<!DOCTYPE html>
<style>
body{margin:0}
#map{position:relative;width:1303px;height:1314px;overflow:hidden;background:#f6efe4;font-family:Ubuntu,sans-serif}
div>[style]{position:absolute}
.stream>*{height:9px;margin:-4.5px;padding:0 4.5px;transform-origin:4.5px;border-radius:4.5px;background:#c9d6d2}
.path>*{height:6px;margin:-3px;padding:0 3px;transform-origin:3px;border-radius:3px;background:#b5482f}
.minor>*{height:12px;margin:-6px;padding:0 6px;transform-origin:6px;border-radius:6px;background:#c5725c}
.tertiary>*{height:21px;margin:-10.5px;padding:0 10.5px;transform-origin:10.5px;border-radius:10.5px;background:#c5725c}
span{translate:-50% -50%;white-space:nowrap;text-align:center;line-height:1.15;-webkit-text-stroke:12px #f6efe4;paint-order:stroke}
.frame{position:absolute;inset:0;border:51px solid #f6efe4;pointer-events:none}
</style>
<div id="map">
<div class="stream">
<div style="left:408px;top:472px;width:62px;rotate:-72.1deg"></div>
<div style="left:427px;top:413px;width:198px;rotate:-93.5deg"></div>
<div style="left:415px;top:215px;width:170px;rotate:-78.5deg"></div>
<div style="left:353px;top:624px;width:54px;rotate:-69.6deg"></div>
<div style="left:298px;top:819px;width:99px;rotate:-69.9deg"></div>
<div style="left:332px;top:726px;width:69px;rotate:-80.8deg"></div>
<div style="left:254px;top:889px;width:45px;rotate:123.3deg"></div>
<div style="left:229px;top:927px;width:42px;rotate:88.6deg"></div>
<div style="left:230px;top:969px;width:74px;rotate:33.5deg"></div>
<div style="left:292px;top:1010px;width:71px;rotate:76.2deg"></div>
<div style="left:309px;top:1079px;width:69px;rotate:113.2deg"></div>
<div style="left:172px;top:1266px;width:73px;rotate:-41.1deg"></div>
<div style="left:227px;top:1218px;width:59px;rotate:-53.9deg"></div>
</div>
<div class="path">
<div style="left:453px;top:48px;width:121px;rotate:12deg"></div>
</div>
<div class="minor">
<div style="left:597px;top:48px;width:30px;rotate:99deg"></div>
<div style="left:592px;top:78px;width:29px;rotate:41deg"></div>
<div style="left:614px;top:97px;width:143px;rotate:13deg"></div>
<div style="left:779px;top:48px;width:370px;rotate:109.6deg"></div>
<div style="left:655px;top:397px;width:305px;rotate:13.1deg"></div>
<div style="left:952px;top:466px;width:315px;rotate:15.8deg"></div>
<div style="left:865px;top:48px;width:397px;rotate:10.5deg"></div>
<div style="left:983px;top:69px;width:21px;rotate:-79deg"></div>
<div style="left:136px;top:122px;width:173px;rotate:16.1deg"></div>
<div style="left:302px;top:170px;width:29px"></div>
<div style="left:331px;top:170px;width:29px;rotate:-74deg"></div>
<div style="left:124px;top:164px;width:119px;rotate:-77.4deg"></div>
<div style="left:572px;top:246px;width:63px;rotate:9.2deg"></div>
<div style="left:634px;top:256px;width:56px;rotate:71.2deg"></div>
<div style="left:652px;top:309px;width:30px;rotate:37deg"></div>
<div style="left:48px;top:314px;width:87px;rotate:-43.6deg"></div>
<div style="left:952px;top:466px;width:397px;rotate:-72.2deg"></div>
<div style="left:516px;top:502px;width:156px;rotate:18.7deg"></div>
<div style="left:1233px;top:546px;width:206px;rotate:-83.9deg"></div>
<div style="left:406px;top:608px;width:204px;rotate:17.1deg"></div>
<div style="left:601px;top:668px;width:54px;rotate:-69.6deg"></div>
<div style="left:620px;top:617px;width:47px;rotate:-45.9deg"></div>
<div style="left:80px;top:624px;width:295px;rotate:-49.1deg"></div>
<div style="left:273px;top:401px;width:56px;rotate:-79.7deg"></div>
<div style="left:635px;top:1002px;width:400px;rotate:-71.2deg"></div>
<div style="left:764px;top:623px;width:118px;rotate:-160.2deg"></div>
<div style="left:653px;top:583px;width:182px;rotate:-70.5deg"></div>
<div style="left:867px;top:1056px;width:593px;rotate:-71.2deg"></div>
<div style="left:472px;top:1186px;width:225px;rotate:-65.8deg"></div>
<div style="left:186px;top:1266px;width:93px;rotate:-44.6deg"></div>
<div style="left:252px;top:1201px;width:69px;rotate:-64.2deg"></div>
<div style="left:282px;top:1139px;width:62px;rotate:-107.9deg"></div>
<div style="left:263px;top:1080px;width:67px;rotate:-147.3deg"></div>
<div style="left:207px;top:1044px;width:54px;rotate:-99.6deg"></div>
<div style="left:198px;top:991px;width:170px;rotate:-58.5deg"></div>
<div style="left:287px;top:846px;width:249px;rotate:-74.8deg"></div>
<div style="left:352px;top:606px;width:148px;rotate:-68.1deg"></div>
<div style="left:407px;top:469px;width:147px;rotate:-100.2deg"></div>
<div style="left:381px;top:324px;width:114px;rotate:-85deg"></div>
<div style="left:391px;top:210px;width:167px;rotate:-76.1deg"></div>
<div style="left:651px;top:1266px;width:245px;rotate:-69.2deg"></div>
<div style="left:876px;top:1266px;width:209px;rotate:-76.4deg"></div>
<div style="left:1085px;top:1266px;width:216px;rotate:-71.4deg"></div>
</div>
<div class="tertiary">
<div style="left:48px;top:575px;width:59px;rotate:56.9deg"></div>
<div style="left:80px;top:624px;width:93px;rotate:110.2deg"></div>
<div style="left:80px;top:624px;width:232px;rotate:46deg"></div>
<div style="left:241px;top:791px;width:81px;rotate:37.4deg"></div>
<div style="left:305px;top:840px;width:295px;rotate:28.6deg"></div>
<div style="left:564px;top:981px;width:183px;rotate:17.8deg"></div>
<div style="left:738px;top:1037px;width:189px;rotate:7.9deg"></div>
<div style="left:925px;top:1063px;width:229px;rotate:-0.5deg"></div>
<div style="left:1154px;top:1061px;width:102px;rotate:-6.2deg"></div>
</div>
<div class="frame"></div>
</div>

==

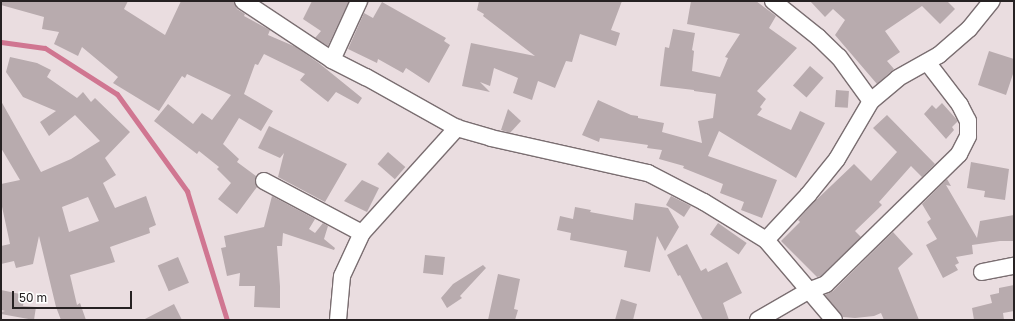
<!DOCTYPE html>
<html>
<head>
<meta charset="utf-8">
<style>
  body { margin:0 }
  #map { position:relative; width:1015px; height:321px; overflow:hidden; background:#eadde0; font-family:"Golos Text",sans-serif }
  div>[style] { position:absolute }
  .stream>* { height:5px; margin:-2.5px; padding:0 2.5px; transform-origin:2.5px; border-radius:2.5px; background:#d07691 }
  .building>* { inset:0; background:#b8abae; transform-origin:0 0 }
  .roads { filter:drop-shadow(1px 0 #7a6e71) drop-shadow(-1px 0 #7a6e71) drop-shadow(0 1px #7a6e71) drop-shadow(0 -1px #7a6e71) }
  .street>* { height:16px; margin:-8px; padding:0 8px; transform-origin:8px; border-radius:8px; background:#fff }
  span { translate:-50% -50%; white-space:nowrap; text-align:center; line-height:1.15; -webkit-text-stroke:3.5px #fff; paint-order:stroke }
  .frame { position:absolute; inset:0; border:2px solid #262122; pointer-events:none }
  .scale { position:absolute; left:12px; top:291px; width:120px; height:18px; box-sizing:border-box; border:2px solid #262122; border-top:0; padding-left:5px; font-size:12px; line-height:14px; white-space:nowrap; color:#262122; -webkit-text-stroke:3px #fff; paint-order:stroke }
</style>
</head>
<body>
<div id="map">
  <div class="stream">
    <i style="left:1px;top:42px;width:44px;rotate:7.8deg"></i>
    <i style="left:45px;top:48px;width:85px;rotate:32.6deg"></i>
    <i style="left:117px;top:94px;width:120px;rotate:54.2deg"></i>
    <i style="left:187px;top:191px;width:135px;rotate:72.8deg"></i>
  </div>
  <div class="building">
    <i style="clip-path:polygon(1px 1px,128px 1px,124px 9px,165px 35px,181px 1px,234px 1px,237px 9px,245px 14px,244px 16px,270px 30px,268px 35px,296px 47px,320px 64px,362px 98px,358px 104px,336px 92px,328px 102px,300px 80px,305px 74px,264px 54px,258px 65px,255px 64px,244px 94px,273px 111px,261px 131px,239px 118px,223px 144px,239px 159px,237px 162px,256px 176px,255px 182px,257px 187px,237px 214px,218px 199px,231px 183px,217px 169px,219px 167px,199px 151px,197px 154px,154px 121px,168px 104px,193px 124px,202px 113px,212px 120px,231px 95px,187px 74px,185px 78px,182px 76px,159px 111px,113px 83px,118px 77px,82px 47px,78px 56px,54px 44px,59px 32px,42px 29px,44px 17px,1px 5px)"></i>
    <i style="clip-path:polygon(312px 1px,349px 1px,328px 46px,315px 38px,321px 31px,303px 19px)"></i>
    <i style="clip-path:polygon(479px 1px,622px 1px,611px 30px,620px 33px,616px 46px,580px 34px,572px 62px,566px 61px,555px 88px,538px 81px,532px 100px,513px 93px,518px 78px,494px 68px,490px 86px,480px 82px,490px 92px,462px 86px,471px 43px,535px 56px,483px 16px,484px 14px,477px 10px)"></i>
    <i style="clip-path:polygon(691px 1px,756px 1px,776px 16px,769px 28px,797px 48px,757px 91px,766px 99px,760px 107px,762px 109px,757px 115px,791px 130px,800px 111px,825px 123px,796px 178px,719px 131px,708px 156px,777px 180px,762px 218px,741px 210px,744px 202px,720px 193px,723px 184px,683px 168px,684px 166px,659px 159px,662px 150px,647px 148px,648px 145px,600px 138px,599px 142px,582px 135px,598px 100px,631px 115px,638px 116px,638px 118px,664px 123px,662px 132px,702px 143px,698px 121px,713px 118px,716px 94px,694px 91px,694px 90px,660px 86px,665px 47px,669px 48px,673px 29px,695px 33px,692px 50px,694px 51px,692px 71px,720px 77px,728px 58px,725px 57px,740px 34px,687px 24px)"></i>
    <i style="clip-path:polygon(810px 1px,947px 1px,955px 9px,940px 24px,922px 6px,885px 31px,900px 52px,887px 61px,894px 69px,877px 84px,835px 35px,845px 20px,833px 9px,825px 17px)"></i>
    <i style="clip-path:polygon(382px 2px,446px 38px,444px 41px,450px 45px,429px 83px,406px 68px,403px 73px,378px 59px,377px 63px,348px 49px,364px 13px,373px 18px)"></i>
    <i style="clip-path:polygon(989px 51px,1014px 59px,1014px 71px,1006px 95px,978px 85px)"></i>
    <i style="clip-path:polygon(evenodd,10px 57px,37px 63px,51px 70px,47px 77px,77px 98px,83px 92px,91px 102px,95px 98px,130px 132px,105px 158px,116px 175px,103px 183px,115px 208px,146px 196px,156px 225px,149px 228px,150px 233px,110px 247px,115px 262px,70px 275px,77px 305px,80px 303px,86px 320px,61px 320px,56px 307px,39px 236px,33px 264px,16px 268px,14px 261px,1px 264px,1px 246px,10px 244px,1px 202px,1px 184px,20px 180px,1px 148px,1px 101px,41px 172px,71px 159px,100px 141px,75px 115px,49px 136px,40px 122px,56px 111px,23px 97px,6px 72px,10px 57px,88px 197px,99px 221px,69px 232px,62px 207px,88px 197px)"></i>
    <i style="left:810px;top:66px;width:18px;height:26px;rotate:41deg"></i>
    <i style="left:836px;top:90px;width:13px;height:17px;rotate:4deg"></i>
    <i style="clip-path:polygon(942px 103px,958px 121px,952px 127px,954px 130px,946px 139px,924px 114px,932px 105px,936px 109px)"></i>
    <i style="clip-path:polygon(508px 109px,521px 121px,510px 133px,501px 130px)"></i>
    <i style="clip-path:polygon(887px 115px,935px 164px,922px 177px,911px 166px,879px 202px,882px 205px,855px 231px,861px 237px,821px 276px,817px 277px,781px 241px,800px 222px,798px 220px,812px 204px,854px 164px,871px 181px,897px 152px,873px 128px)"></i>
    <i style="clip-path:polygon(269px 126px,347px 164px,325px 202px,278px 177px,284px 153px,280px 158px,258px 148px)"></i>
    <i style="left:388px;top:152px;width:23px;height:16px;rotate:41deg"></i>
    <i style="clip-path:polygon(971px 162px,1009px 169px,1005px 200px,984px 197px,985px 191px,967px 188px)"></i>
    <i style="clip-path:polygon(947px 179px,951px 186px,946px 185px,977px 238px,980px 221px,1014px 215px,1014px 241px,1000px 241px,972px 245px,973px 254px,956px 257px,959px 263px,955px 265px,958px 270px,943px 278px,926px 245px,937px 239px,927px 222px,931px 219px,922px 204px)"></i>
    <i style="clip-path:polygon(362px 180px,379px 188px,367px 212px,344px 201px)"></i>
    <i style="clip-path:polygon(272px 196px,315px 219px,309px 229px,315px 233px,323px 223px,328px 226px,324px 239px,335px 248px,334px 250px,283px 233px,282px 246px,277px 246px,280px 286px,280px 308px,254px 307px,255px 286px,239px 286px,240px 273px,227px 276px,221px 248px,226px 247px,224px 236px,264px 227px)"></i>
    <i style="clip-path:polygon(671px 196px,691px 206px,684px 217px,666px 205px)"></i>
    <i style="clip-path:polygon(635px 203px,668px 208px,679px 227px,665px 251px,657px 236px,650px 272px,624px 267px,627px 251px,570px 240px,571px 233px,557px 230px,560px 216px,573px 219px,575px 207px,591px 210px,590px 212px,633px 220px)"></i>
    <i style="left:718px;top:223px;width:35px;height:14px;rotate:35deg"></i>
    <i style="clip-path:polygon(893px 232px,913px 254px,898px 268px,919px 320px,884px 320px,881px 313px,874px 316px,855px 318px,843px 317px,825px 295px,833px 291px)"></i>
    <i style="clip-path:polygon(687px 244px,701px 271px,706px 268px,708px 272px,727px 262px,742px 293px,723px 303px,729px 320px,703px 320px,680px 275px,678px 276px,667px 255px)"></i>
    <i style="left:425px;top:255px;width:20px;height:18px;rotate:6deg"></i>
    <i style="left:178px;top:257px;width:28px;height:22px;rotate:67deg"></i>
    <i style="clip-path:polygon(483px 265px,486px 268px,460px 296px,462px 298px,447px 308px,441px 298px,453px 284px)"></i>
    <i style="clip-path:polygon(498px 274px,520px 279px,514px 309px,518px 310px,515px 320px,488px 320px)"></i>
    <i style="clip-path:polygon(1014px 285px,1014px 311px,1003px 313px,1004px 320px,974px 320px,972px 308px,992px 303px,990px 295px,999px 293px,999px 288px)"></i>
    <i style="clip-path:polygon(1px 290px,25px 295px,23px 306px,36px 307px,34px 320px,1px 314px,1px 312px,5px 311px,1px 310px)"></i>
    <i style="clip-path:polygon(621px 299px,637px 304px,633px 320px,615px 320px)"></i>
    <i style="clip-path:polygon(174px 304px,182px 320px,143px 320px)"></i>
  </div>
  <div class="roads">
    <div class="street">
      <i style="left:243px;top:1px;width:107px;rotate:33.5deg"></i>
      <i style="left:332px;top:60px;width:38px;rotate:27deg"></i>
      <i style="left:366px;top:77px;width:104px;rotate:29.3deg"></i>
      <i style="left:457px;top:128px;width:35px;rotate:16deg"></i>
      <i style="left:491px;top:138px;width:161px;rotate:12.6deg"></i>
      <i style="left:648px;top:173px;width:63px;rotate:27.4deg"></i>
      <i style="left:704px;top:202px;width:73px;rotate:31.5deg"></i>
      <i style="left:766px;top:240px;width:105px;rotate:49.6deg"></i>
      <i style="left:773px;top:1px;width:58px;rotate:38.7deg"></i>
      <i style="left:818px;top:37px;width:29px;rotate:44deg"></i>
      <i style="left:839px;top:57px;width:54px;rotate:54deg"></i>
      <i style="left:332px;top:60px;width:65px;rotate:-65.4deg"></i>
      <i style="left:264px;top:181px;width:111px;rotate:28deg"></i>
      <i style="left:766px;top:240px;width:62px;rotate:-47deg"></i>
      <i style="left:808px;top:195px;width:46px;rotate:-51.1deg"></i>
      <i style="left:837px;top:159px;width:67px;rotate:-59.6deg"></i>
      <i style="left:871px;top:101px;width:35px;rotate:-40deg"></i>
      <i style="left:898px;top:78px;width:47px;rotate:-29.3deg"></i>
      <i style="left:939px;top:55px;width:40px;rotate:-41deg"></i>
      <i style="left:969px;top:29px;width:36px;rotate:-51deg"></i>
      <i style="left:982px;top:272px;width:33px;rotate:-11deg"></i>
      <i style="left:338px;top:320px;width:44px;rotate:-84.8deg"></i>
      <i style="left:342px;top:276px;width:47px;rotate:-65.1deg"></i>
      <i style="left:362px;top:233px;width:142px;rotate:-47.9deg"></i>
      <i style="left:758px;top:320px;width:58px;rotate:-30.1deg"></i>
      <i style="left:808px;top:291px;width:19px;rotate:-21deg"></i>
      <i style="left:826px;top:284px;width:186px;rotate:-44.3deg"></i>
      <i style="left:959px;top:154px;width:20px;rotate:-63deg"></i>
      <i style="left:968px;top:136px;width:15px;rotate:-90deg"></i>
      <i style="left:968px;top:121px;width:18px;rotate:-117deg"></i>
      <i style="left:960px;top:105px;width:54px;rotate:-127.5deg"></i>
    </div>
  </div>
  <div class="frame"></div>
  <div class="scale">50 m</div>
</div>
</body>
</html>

WHAT THE EXERCISE ASKS: Look over the material above and report each line holding "body".

OUTPUT OF THE TASK:
body{margin:0}
  body { margin:0 }
<body>
</body>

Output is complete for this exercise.